What this task involves: Lines of the data that contain the word "Broad" are the ones to copy.

Source material:
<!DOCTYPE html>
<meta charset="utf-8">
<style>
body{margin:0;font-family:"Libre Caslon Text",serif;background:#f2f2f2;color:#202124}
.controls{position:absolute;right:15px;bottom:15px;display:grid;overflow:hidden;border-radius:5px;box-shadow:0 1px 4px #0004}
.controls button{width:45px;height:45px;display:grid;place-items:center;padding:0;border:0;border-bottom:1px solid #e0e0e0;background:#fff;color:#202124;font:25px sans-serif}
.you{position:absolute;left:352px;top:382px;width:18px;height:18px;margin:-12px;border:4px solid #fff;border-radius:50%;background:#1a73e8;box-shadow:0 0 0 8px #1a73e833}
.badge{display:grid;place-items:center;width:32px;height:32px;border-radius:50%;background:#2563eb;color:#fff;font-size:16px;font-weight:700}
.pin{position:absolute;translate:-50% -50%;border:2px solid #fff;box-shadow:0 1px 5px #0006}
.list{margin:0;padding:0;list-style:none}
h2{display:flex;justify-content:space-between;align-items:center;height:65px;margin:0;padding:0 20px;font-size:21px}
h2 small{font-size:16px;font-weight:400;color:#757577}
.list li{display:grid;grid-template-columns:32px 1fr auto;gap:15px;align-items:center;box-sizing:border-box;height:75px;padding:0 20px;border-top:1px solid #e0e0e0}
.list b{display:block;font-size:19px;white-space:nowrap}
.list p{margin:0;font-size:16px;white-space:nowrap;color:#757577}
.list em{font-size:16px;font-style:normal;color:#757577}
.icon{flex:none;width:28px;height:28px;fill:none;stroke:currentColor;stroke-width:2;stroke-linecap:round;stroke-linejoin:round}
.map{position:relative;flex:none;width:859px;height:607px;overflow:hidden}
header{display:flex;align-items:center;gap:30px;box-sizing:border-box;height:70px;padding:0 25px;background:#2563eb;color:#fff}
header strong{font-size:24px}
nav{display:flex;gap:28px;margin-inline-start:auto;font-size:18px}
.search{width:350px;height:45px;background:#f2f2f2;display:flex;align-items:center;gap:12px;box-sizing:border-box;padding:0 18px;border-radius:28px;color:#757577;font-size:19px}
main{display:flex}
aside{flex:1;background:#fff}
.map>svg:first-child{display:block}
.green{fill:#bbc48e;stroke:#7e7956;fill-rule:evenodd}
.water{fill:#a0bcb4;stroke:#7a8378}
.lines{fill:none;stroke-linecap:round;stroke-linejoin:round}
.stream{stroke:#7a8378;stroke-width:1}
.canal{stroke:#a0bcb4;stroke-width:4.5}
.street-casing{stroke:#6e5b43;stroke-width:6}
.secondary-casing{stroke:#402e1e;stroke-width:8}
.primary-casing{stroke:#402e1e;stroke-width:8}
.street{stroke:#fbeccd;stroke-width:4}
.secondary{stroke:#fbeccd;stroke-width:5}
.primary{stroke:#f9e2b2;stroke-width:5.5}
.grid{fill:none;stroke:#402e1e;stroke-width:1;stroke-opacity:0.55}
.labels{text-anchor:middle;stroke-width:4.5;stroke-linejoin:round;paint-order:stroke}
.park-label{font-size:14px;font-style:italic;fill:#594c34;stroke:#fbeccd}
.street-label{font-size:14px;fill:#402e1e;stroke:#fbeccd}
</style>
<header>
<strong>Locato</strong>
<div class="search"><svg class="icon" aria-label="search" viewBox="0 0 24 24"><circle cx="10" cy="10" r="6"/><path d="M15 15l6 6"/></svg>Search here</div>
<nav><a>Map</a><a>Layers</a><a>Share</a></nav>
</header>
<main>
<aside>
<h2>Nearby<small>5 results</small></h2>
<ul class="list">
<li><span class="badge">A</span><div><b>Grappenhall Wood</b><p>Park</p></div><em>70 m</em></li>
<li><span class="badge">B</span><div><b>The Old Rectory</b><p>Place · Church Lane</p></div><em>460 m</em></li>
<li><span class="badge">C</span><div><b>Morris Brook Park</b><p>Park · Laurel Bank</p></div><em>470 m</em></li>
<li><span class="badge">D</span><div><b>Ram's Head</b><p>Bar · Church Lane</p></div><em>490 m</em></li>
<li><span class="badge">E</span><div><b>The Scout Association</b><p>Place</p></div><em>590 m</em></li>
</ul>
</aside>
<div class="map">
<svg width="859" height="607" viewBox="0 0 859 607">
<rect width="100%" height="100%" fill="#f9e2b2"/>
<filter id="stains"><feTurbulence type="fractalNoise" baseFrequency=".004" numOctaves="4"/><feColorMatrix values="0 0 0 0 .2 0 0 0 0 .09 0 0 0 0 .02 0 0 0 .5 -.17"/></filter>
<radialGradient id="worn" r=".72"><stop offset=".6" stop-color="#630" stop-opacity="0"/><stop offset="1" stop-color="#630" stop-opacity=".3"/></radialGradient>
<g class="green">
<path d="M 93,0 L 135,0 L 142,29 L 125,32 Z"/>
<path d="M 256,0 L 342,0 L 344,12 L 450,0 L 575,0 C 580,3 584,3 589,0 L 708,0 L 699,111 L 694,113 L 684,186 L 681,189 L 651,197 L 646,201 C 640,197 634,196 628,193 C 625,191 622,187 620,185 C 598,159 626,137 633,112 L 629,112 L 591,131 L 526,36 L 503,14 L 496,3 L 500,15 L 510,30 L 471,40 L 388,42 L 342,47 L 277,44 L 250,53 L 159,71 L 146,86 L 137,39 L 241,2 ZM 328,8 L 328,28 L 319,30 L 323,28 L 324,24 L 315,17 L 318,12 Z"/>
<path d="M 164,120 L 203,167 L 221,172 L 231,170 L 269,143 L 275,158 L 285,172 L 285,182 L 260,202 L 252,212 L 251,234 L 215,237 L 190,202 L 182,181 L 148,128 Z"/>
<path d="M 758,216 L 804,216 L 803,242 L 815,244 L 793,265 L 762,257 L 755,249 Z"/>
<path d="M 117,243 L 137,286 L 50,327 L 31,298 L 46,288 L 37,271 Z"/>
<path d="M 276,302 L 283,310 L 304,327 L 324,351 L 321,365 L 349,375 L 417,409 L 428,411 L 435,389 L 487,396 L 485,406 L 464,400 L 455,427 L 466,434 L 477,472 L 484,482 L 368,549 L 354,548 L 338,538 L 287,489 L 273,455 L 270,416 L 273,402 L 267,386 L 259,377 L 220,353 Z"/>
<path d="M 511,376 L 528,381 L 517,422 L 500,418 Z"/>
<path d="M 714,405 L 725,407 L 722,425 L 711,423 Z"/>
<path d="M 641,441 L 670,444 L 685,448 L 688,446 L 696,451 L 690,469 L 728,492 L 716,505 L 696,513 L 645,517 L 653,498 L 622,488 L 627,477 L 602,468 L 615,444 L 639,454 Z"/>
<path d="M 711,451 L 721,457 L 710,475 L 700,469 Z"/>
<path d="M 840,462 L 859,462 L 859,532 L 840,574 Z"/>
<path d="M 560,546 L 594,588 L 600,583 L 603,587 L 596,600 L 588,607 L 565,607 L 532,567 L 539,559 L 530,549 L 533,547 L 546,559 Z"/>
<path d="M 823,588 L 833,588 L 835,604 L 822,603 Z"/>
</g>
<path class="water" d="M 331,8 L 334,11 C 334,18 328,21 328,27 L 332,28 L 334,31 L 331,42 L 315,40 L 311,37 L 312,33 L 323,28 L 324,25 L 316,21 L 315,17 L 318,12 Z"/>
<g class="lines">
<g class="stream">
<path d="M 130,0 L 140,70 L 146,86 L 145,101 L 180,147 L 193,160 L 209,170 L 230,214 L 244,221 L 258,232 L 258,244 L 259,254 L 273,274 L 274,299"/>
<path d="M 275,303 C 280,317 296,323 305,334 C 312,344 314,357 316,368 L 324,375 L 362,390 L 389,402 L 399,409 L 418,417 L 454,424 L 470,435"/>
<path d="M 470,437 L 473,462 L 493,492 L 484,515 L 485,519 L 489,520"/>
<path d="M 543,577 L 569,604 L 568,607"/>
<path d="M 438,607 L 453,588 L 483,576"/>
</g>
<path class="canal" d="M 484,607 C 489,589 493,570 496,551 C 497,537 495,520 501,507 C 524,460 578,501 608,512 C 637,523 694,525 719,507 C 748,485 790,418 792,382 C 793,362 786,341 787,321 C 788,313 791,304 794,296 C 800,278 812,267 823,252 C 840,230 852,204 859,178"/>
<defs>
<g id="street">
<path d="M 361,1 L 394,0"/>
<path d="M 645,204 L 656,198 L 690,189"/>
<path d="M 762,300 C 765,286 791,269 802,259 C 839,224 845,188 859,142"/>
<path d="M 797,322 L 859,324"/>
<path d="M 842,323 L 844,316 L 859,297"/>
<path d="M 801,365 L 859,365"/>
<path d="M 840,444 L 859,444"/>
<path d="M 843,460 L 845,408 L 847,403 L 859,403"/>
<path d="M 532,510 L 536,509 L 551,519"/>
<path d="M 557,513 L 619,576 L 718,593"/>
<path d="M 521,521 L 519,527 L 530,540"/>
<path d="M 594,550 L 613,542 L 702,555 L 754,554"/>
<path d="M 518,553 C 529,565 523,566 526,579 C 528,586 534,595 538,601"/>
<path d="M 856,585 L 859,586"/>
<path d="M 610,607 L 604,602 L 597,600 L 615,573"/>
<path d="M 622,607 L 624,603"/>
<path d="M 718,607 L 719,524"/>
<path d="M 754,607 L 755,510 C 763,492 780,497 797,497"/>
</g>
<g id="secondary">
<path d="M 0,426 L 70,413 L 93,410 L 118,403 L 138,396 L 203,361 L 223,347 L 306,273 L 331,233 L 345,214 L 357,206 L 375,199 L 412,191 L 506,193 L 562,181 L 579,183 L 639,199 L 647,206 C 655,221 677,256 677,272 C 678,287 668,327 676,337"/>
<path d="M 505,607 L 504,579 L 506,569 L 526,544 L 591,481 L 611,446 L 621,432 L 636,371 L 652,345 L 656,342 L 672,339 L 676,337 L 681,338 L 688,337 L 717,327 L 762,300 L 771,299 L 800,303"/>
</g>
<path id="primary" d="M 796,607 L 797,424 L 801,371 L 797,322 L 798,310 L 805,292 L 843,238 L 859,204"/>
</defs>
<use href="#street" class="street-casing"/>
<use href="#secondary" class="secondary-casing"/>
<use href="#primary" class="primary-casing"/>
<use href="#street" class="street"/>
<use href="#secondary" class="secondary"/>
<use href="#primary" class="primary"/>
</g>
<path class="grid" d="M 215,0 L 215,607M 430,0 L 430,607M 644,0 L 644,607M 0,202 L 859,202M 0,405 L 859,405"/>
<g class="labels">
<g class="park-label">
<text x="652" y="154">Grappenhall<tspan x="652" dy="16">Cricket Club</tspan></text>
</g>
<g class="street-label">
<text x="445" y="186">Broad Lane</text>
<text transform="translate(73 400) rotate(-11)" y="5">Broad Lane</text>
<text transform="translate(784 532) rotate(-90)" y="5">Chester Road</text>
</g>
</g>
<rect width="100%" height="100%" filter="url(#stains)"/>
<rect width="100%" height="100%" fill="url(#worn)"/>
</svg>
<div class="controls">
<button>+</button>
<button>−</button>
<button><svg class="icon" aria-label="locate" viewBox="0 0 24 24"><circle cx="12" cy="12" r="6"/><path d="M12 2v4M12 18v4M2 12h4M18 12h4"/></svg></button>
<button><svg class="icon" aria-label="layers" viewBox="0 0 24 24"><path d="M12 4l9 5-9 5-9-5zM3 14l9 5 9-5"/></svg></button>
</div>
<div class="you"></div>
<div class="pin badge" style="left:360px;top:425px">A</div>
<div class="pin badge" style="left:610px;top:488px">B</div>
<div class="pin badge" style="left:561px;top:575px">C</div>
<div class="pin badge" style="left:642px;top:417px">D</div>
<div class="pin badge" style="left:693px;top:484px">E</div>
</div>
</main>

Solution to the exercise:
<text x="445" y="186">Broad Lane</text>
<text transform="translate(73 400) rotate(-11)" y="5">Broad Lane</text>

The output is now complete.